Peter Ambrose

Personal information
- Date of birth: 10 June 2002 (age 24)
- Place of birth: Nigeria
- Height: 1.84 m (6 ft 0 in)
- Position: Striker

Team information
- Current team: Neuchâtel Xamax
- Number: 32

Senior career*
- Years: Team / Apps / (Gls)
- 2022: Balıkesirspor / 12 / (1)
- 2022–2024: Újpest / 45 / (10)
- 2024–2026: Aberdeen / 15 / (1)
- 2026: → Diósgyőri VTK (loan) / 6 / (0)
- 2026–: Neuchâtel Xamax / 0 / (0)

= Peter Ambrose =

Nigerian footballer (born 2002)

Peter Ambrose (born 10 June 2002) is a Nigerian professional footballer who plays as a striker for Neuchâtel Xamax.

==Career==

Ambrose commenced his football career in his native Nigeria with Optimum Academy in Abuja, before signing for Balıkesirspor's youth side in 2021. He made his professional debut against Samsunspor in January 2022.

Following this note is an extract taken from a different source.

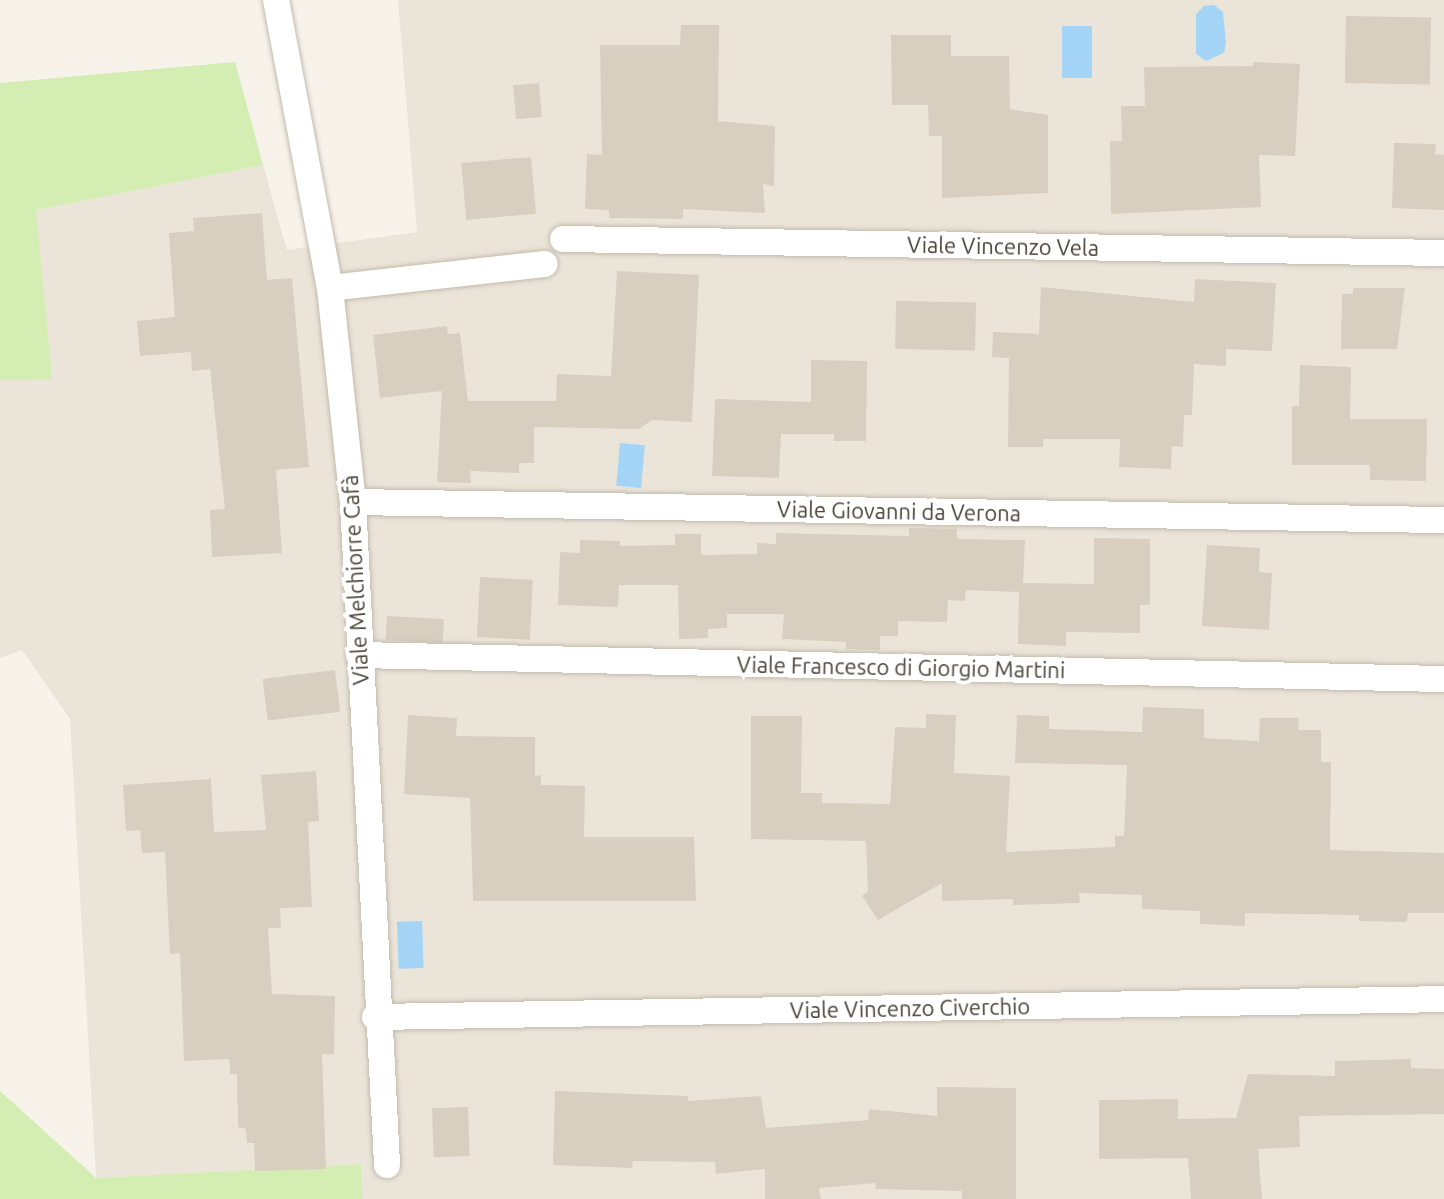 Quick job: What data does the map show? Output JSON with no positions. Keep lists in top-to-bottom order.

In 2022, Ambrose signed for Hungarian side Újpest. He was regarded as one of the club's most important players. On 12 November 2022, he scored his first goal for the club during a 1–3 loss to Paks. He finished last season as the team's top goalscorer with 10 goals in 27 starts.

Ambrose signed for Aberdeen in June 2024 and became Jimmy Thelin's second summer signing. He signed a three-year deal with The Dons, for an undisclosed fee, with the option of an additional year.

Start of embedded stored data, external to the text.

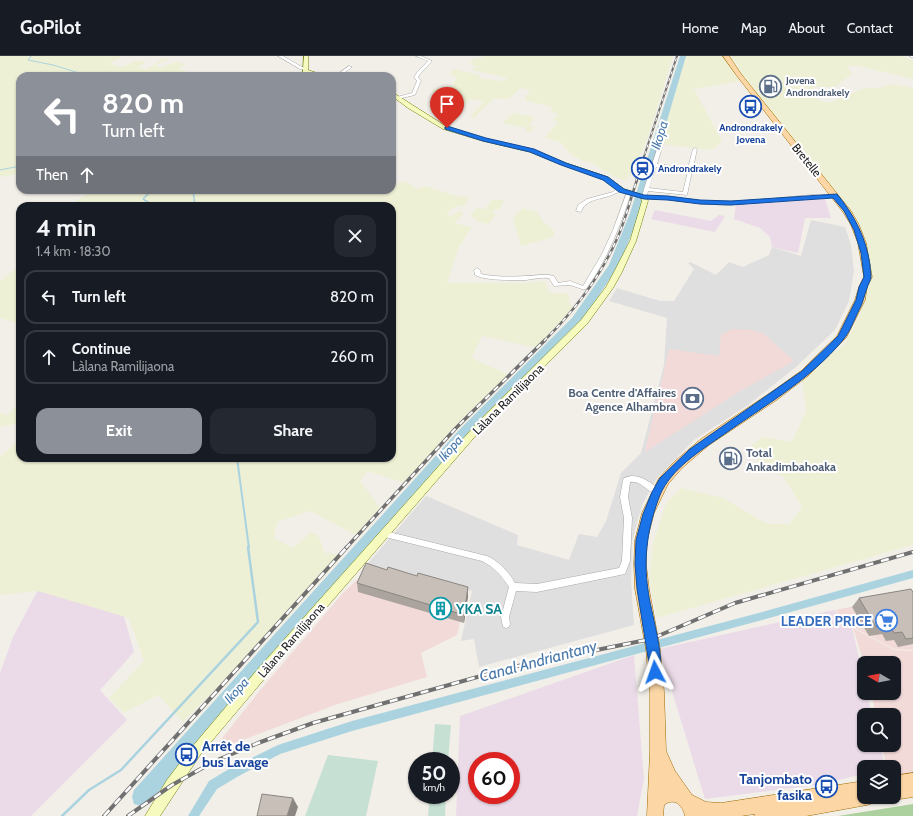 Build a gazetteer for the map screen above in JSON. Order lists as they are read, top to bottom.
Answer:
{
  "streets": {
    "main road": ["Bretelle"],
    "street": ["Làlana Ramilijaona"]
  },
  "water": ["Ikopa", "Canal Andriantany"],
  "places": {
    "fuel station": ["Jovena Androndrakely", "Total Ankadimbahoaka"],
    "bus stop": ["Androndrakely Jovena", "Arrêt de bus Lavage", "Tanjombato fasika"],
    "station": ["Androndrakely"],
    "bank": ["Boa Centre d'Affaires Agence Alhambra"],
    "building": ["YKA SA"],
    "supermarket": ["LEADER PRICE"]
  },
  "north": "left",
  "page": {
    "header": "GoPilot",
    "nav": [
      "Home",
      "Map",
      "About",
      "Contact"
    ],
    "turn": ["820 m", "Turn left"],
    "then": "Then",
    "heading": ["4 min", "1.4 km · 18:30"],
    "list": [
      {
        "name": "Turn left",
        "value": "820 m"
      },
      {
        "name": "Continue",
        "note": "Làlana Ramilijaona",
        "value": "260 m"
      }
    ],
    "buttons": ["Exit", "Share"],
    "speed": "50 km/h",
    "limit": "60"
  }
}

Commenting on his transfer, Ambrose - who attracted interest from other clubs in the UK and Europe - said: "When I was told of the interest from Aberdeen I was so grateful. Growing up as a kid I knew about the Scottish League and Aberdeen, it is a big step for me." He scored his first goal for the club after coming on as a substitute in a 6-0 Scottish League Cup victory over Dumbarton.

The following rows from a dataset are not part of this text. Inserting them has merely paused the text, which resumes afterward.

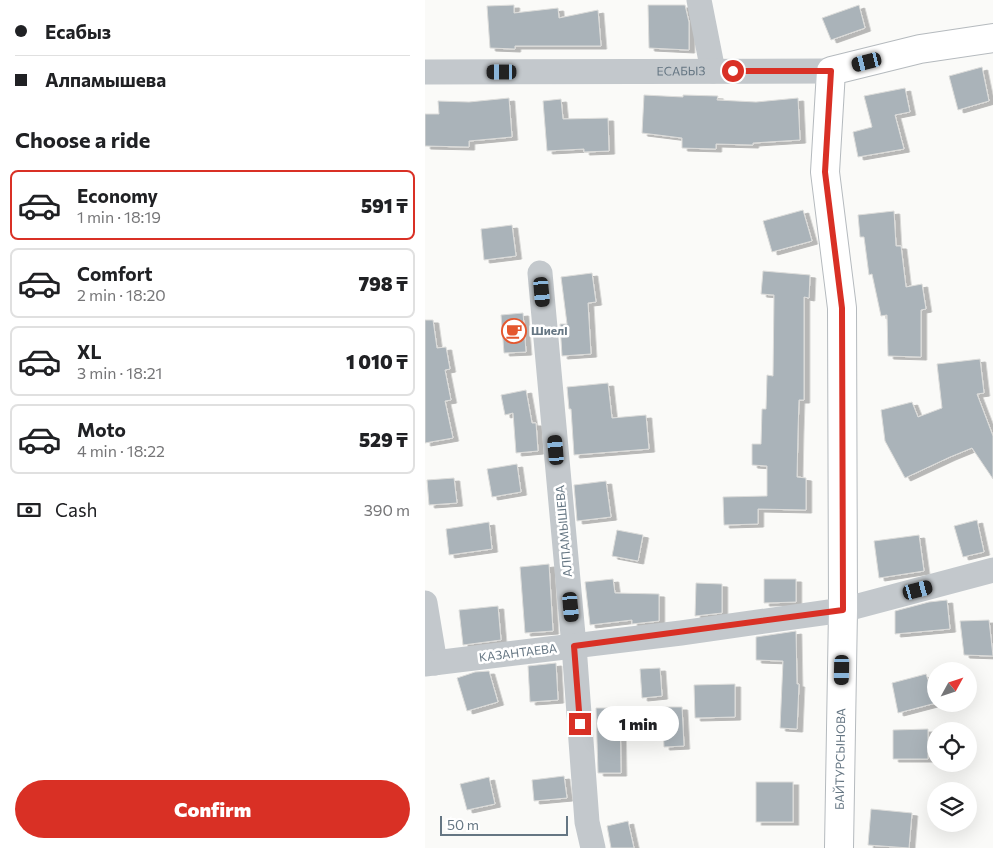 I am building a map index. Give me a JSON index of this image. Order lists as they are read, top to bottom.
{
  "streets": {
    "main road": ["ЕСАБЫЗ", "БАЙТУРСЫНОВА"],
    "street": ["АЛПАМЫШЕВА", "КАЗАНТАЕВА"]
  },
  "crossings": [
    ["ЕСАБЫЗ", "БАЙТУРСЫНОВА"],
    ["АЛПАМЫШЕВА", "КАЗАНТАЕВА"],
    ["КАЗАНТАЕВА", "БАЙТУРСЫНОВА"]
  ],
  "places": {
    "cafe": ["Шиелі"]
  },
  "scale_bar": "50 m",
  "north": "top right",
  "page": {
    "banner": ["Есабыз", "Алпамышева"],
    "heading": "Choose a ride",
    "list": [
      {
        "name": "Economy",
        "note": "1 min · 18:19",
        "value": "591 ₸"
      },
      {
        "name": "Comfort",
        "note": "2 min · 18:20",
        "value": "798 ₸"
      },
      {
        "name": "XL",
        "note": "3 min · 18:21",
        "value": "1 010 ₸"
      },
      {
        "name": "Moto",
        "note": "4 min · 18:22",
        "value": "529 ₸"
      }
    ],
    "pay": ["Cash", "390 m"],
    "bubble": "1 min",
    "buttons": "Confirm",
    "scale": "50 m"
  }
}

On 3 February 2026, Ambrose joined Nemzeti Bajnokság I side Diósgyőri VTK on loan until the remainder of the season.

For the 2026-27 season, Ambrose was not given a Squad number and was frozen out by Aberdeen. On 18 August 2026, Ambrose joined Swiss Challenge League side Neuchâtel Xamax on a permanent deal.

==Style of play==

Ambrose mainly operates as a striker.